Senate confirms von Eschenbach as chief of FDA

Andrew von Eschenbach gained the overwhelming support of the Senate in his long-delayed bid to become chief of the FDA. Senators supported his nomination by a vote of 80 to 11. Among the small band of opponents were several Republicans, including Senator Charles Grassley, who has been steaming over what he sees as a lack of cooperation at the agency in his investigation of the controversial antibiotic Ketek. Von Eschenbach has been acting head of the FDA for slightly more than a year now. During that time he erased a major obstacle to his confirmation by allowing access to Plan B, the morning after pill, without a prescription.
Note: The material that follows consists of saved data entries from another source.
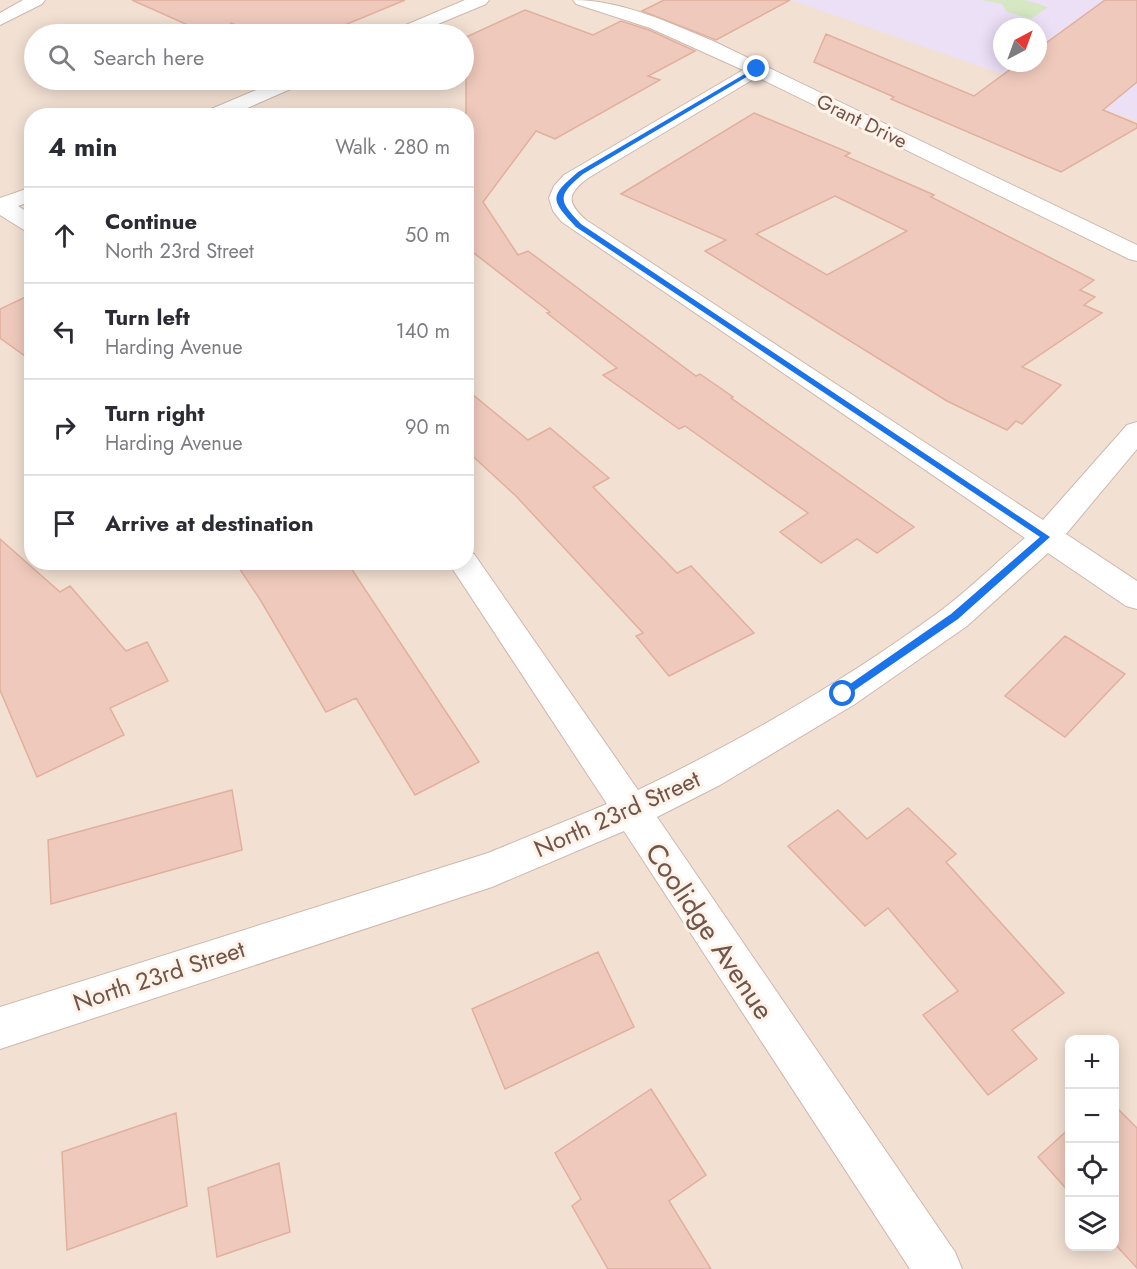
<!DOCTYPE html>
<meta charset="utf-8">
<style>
:root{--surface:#fff;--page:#f7f7f7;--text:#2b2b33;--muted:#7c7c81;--line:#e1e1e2}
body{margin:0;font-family:Jost,sans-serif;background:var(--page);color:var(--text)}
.controls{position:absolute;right:18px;bottom:18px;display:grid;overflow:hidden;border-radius:12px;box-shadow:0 3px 15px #0003}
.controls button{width:54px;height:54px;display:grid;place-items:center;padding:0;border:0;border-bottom:2px solid var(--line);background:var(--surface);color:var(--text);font:30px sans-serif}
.compass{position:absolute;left:993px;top:18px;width:54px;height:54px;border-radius:50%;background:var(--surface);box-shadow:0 3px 15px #0003;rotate:41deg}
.stop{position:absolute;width:18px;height:18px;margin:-14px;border:4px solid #1a73e8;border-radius:50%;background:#fff}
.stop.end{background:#1a73e8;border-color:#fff;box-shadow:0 2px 6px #0008}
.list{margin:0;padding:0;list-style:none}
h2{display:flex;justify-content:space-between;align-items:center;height:78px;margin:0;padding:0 24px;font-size:26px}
h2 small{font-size:20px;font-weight:400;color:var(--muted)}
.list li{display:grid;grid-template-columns:39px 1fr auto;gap:18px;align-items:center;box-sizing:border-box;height:96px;padding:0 24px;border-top:2px solid var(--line)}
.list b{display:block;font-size:22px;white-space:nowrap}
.list p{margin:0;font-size:20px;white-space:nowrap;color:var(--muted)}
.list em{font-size:20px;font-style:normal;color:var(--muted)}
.icon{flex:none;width:33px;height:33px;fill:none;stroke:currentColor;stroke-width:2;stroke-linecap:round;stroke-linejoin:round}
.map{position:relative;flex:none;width:1137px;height:1269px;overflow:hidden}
.search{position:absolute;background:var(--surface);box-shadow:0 3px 15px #0003;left:24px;top:24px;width:450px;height:66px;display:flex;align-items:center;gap:15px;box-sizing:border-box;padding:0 21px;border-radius:33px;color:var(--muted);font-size:22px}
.panel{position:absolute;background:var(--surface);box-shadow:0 3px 15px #0003;left:24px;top:108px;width:450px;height:462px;border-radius:24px}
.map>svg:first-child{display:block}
</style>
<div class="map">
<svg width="1137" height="1269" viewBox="0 0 1137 1269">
<rect width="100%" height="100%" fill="#fbefe3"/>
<path fill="#f2e0d2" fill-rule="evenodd" d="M0,0H1137V1269H0ZM1002,27H1038V63H1002ZM34,34H464V80H34ZM32,116H466V562H32ZM1070,1040H1114V1246H1070Z"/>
<path fill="#ece0f7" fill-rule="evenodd" d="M791,0H1137V121ZM1002,27H1038V63H1002Z"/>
<path fill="#d6e7c3" d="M981,0H1025L1048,7L1031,19L1007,12L1002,4Z"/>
<path fill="#efcabc" stroke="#e1af9d" stroke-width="1.5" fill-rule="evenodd" d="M132,0H405L323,34H258L231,23L225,34H208Z
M664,0H790L716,40L642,11Z
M1105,0H1137V82L1103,110L1137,124V128L1061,172L891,99L894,97L814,62L826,34L974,96L1019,63H1038V49Z
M525,10L593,35L621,21L649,30L695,51L648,76L660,80L555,139L536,131L483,202L518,255L528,251L696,376L700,374L733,397L731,398L914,527L877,553L857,539L821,563L780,532L808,513L685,426L679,429L603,375L617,368L547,313L550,312L466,247V72L464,73V38Z
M754,113L850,153L845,156L934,195L931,197L1094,280L1080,290L1095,297L1084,305L1102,313L1022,367L1061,385L1022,424L1016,421L1007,430L947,401L705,251L726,240L621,194ZM835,196L907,231L827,275L756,234Z
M32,294V361L0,338V309Z
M466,389L528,440L550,428L609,478L593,487L677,573L691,566L754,633L669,676L636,636L643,633L516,496L466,450Z
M0,539L60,592L70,586L126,651L147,642L168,681L110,708L124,735L37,777L0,690Z
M235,562H347L479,762L415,795L356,698L326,712L261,601Z
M1065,636L1125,674L1065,737L1005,696Z
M232,790L242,850L51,904L48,840Z
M908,808L956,854L946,862L1064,993L1012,1030L1037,1059L988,1095L923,1015L958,991L888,908L865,926L788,846L838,810L867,839Z
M598,952L634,1027L505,1089L472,1009Z
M651,1089L706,1175L669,1201L711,1269H608L572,1206L581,1199L555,1153Z
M1114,1105L1137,1128V1268L1114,1243Z
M176,1113L187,1206L67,1250L62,1152Z
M1070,1128V1193L1038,1157Z
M279,1163L290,1232L217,1257L208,1188Z"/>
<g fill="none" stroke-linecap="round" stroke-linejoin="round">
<g stroke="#ceb8ad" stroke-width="2">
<path id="street" d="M23,0H45L42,4L0,25V13Z
M465,0H489L486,4L414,34H391L394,30Z
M573,0C622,0 669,23 713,41L1137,245V261L1129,259L757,77L588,178C567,194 566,202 586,220L1043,520L1127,425L1137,422V449L1066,534L1137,581V609L1126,606L1048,553L967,626L855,704L720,785L657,817L955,1252L962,1269H910L624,831L492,887L0,1049V1007L488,853L607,804L448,562H466V552L474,554L638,790C744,739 848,679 943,609C972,587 998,561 1025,538L562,222L553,211L549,198L554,186L564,175L743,70L650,28L576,4Z
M280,80H305L302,84L229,116H201L204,112Z
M32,187V201L18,206L32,215V232L24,230L0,215V198Z"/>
</g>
<use href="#street" fill="#fff" fill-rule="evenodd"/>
</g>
<path fill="#1a73e8" d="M755,68L760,69L583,174C557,196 558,200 581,224L1050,537L958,619L843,698L840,697V691L951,614L1040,537L576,227C550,199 549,197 578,172Z"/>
<g text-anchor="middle" stroke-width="6" stroke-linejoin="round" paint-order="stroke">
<g font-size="20" fill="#72544b" stroke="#fef3e9">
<text transform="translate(862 121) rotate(26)" y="7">Grant Drive</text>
</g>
<g font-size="24" fill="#72544b" stroke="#fef3e9">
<text transform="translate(617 814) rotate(-24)" y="8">North 23rd Street</text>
<text transform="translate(159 976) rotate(-18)" y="8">North 23rd Street</text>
</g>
<g font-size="28" fill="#72544b" stroke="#fef3e9">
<text transform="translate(710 931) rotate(56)" y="10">Coolidge Avenue</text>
</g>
</g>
</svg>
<div class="controls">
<button>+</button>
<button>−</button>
<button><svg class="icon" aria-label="locate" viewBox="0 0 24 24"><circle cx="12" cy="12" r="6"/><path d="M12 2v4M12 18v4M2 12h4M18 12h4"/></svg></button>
<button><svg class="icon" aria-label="layers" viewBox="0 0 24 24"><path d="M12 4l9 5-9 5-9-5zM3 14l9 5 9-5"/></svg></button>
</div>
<svg class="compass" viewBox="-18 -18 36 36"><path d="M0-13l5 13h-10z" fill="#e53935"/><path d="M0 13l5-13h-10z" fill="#7c7c81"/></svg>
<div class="stop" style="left:843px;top:694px"></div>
<div class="stop end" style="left:757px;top:69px"></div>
<div class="search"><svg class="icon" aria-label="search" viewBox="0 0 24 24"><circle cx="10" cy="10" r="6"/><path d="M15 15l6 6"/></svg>Search here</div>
<section class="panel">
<h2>4 min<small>Walk · 280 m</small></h2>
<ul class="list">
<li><svg class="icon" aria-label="ahead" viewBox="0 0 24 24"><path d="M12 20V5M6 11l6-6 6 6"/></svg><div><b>Continue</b><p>North 23rd Street</p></div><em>50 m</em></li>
<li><svg class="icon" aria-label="left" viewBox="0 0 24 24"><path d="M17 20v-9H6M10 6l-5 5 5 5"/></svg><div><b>Turn left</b><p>Harding Avenue</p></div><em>140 m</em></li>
<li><svg class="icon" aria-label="right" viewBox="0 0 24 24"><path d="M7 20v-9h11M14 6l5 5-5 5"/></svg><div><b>Turn right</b><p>Harding Avenue</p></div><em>90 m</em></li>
<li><svg class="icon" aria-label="arrive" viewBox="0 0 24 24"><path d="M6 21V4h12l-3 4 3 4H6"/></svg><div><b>Arrive at destination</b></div></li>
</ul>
</section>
</div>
Von Eschenbach's confirmation as head of the FDA will likely trigger a collective sigh of relief in the drug development world. Over the past six years of the Bush administration, the agency has had an official chief for only 18 months. The previous head of the FDA resigned shortly after gaining confirmation to the office and was recently charged with a conflict of interest. Drug developers are looking to the FDA to deliver on the Critical Path Initiative and other projects aimed at streamlining the drug approval process. They're also wary of just how much new research work they'll be required to do on newly approved drugs as the FDA works to reassure a skeptical public that the drugs it approves are indeed safe. Von Eschenbach will play a major role in all of those decisions.